Experimental Physics and
Industrial Control System

Andrew Johnson <[email protected]> · Wed, 18 Feb 2009 11:56:42 -0600

Hi Bernd,

On Tuesday 17 February 2009 13:43:33 Schoeneburg, Bernd wrote:
>
> >> *2. Alarm Disable Field in all Records
> >> *If a record rises an alarm because of a "known bug" or in case of
> >> maintenance or special operating conditions, it would be a very smart
> >> solution to disable this alarm at the source. Otherwise all connected
> >> clients must mask this alarm individually. Setting all severities to
> >> "NO_ALARM" does not help if the alarm is set by the device support.
> >> Setting a new disable-field to "DISABLE" would set SEVR to "NO_ALARM"
> >> and STAT to something like "ALMDIS" or so. Changing the disable field
> >> would need some special function which sends out the change. If
> >> disabled, the alarm bit in the monitor mask is ignored and the
> >> logAlarms-hook-function returns without doing anything. This change is
> >> useful if using the conventional alarm handler as well as the new AMS
> >> used by CSS.
> >
> > This idea needs some discussion.  There is a related suggestion in my
> > list called "OFFLINE Alarm Status" which takes a different approach,
> > requiring device support to set an Invalid/Offline alarm instead.  I
> > don't know whether using a NO_ALARM severity with a different status
> > would work properly with alarm acknowledgments.
>
> This looks for me like a solution for a different problem. If a record
> has its alarm disabled, other record should still be able to read data
> from it and the severity (if MS of the inlink is set) should not become
> invalid. Nothing is really offline.
> In an alarm tree display, the root of the tree shows the highest
> severity of the leaves. An alarm-disabled record therefor must have
> NO_ALARM severity for not to interfere the status of the root. Why is
> acknowledgment necessary if the severity is NO_ALARM?

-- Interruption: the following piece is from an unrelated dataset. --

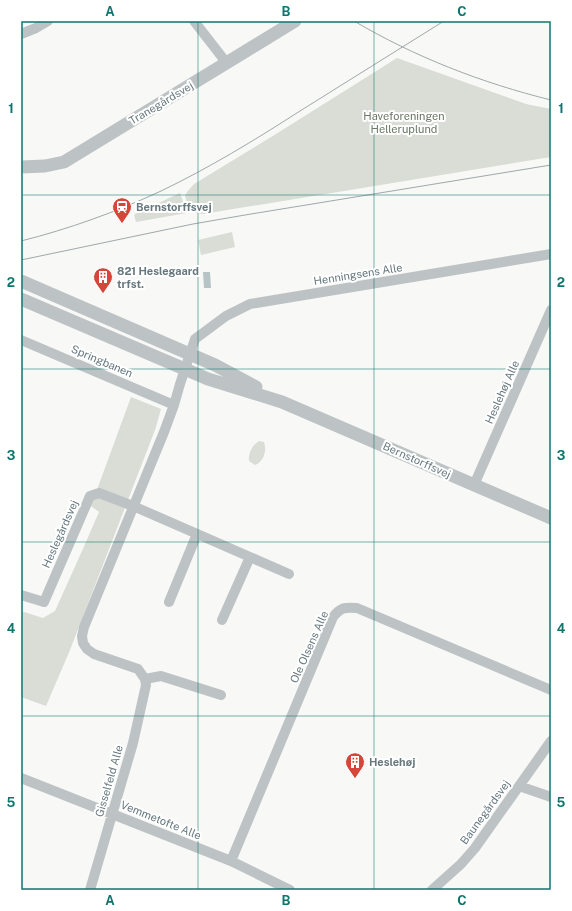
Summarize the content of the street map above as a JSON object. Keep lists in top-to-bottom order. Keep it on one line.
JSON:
{"streets":{"street":["Tranegårdsvej","Henningsens Alle","Springbanen","Heslehøj Alle","Bernstorffsvej","Heslegårdsvej","Ole Olsens Alle","Gisselfeld Alle","Baunegårdsvej","Vemmetofte Alle"]},"crossings":[["Henningsens Alle","Bernstorffsvej"],["Heslehøj Alle","Bernstorffsvej"],["Ole Olsens Alle","Vemmetofte Alle"],["Gisselfeld Alle","Vemmetofte Alle"]],"parks":["Haveforeningen Helleruplund"],"places":{"station":["Bernstorffsvej"],"building":["821 Heslegaard trfst.","Heslehøj"]},"grid":{"columns":["A","B","C"],"rows":["1","2","3","4","5"]}}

I agree that the two are not really the same.  I may have been wrong about the 
acknowledgment issue, but I have just looked at the code for the alarm 
handler; adding a new alarm status value will require rebuilding ALH at the 
same time; old versions will report alarms with any new status values that 
get added as a WRITE_ACCESS_ALARM (the highest existing alarm status value).

It is not possible for a CA client program to request a complete list of alarm 
status names through CA, because the protocol can only transport at most 16 
status string for any ENUM field, and we already have 22 alarm status values.  
The strings used come from an array in libCom, but of course there is no 
guarantee that the libCom that ALH was built with is the same release as the 
libCom that the IOC is using, thus incompatibility is possible.

I'm not saying we can't add new status values, but it does have implications 
that must be made clear if we do so.

> >> *3. Alarm Delay Field in all Records*
> >> Beside the alarm limits we have a "HYST" in the analog records. Why not
> >> also a "DLY" (delay). Some values are very unstable and have some noise
> >> or over-swing. So a short time over/under the limit should be allowed
> >> sometimes. Implementing this in the ioc has two advantages: 1.:It is
> >> analog to "HYST" which is a value-related hysteresis. "DLY" is a
> >> time-related hysteresis. 2.:Sending a lot of good/no-good messages to
> >> the clients could be avoided. This change is not so easy, many things
> >> must be considered.
> >
> > Any new fields needed can be added to each record type as they are added
> > to the support code; they should not be added to dbCommon.dbd though.  I
> > would like to see a clear description of how the final alarm code will
> > work, but I have no particular objections to these ideas being
> > implemented in the Base record types.
>
> Ok, I asume that the reason for not to put it in dbCommon.dbd is, that
> this would apply to all records even if their record support does not
> support the new function, which may be confusing, right?

Right.

> I will try to make a description - its not so easy.

It might help to take a look at the way the alarm calculations are described 
in the opening chapters of the Record Reference Manual, and maybe rewrite 
them for the new behavior.  We'll need to change those descriptions anyway 
eventually, so that might be a good way to start.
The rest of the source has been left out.